TASK OBJECTIVE ▸
Give a verbatim quotation of every record.
○ ○ ○
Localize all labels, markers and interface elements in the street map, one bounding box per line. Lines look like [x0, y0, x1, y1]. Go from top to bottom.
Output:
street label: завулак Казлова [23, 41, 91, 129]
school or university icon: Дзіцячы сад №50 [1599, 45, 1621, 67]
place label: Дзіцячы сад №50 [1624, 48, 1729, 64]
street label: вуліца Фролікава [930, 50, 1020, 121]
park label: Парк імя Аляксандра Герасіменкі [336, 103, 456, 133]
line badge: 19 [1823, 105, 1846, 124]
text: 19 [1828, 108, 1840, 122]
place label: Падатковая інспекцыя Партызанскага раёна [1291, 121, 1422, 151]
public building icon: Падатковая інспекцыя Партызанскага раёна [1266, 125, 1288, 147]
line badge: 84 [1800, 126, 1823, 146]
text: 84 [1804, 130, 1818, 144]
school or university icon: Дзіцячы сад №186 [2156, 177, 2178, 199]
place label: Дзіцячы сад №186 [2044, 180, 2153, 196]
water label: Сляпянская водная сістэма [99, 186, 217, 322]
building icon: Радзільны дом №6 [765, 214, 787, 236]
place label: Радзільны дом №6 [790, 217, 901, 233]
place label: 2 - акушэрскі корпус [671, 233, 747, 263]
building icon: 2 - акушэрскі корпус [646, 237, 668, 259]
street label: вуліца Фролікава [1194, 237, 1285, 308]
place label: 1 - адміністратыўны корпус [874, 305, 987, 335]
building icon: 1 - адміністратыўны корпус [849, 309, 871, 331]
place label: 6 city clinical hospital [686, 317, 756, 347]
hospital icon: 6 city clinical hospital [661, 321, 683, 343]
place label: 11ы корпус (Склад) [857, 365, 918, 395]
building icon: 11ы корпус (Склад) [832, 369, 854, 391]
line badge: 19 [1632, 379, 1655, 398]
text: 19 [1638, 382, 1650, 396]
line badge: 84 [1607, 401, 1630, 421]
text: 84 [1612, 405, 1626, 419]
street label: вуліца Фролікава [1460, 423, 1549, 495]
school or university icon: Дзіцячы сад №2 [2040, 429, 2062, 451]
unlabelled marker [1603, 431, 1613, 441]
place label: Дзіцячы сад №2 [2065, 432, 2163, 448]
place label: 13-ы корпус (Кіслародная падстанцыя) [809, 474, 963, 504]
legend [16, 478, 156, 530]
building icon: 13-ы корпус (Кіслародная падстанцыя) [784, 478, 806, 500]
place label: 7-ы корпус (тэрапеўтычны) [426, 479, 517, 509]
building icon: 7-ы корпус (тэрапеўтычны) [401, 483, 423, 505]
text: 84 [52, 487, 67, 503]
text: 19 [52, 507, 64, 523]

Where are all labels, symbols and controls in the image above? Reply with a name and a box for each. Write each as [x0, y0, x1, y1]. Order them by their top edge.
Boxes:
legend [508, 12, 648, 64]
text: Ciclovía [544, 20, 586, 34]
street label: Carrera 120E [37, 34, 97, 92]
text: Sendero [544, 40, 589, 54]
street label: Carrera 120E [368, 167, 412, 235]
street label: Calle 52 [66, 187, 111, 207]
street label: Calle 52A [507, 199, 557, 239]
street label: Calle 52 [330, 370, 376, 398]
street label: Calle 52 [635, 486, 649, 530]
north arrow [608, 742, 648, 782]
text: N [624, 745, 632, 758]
○ ○ ○
OUTPUT OF THE TASK ▸
Localize all labels, markers and interface elements in the street map, one bounding box per line. Lines look like [x0, y0, x1, y1]. Go from top to bottom.
Output:
street label: завулак Казлова [23, 41, 91, 129]
school or university icon: Дзіцячы сад №50 [1599, 45, 1621, 67]
place label: Дзіцячы сад №50 [1624, 48, 1729, 64]
street label: вуліца Фролікава [930, 50, 1020, 121]
park label: Парк імя Аляксандра Герасіменкі [336, 103, 456, 133]
line badge: 19 [1823, 105, 1846, 124]
text: 19 [1828, 108, 1840, 122]
place label: Падатковая інспекцыя Партызанскага раёна [1291, 121, 1422, 151]
public building icon: Падатковая інспекцыя Партызанскага раёна [1266, 125, 1288, 147]
line badge: 84 [1800, 126, 1823, 146]
text: 84 [1804, 130, 1818, 144]
school or university icon: Дзіцячы сад №186 [2156, 177, 2178, 199]
place label: Дзіцячы сад №186 [2044, 180, 2153, 196]
water label: Сляпянская водная сістэма [99, 186, 217, 322]
building icon: Радзільны дом №6 [765, 214, 787, 236]
place label: Радзільны дом №6 [790, 217, 901, 233]
place label: 2 - акушэрскі корпус [671, 233, 747, 263]
building icon: 2 - акушэрскі корпус [646, 237, 668, 259]
street label: вуліца Фролікава [1194, 237, 1285, 308]
place label: 1 - адміністратыўны корпус [874, 305, 987, 335]
building icon: 1 - адміністратыўны корпус [849, 309, 871, 331]
place label: 6 city clinical hospital [686, 317, 756, 347]
hospital icon: 6 city clinical hospital [661, 321, 683, 343]
place label: 11ы корпус (Склад) [857, 365, 918, 395]
building icon: 11ы корпус (Склад) [832, 369, 854, 391]
line badge: 19 [1632, 379, 1655, 398]
text: 19 [1638, 382, 1650, 396]
line badge: 84 [1607, 401, 1630, 421]
text: 84 [1612, 405, 1626, 419]
street label: вуліца Фролікава [1460, 423, 1549, 495]
school or university icon: Дзіцячы сад №2 [2040, 429, 2062, 451]
unlabelled marker [1603, 431, 1613, 441]
place label: Дзіцячы сад №2 [2065, 432, 2163, 448]
place label: 13-ы корпус (Кіслародная падстанцыя) [809, 474, 963, 504]
legend [16, 478, 156, 530]
building icon: 13-ы корпус (Кіслародная падстанцыя) [784, 478, 806, 500]
place label: 7-ы корпус (тэрапеўтычны) [426, 479, 517, 509]
building icon: 7-ы корпус (тэрапеўтычны) [401, 483, 423, 505]
text: 84 [52, 487, 67, 503]
text: 19 [52, 507, 64, 523]

Where are all labels, symbols and controls in the image above? Reply with a name and a box for each. Write each as [x0, y0, x1, y1]. Order them by their top edge.
Boxes:
legend [508, 12, 648, 64]
text: Ciclovía [544, 20, 586, 34]
street label: Carrera 120E [37, 34, 97, 92]
text: Sendero [544, 40, 589, 54]
street label: Carrera 120E [368, 167, 412, 235]
street label: Calle 52 [66, 187, 111, 207]
street label: Calle 52A [507, 199, 557, 239]
street label: Calle 52 [330, 370, 376, 398]
street label: Calle 52 [635, 486, 649, 530]
north arrow [608, 742, 648, 782]
text: N [624, 745, 632, 758]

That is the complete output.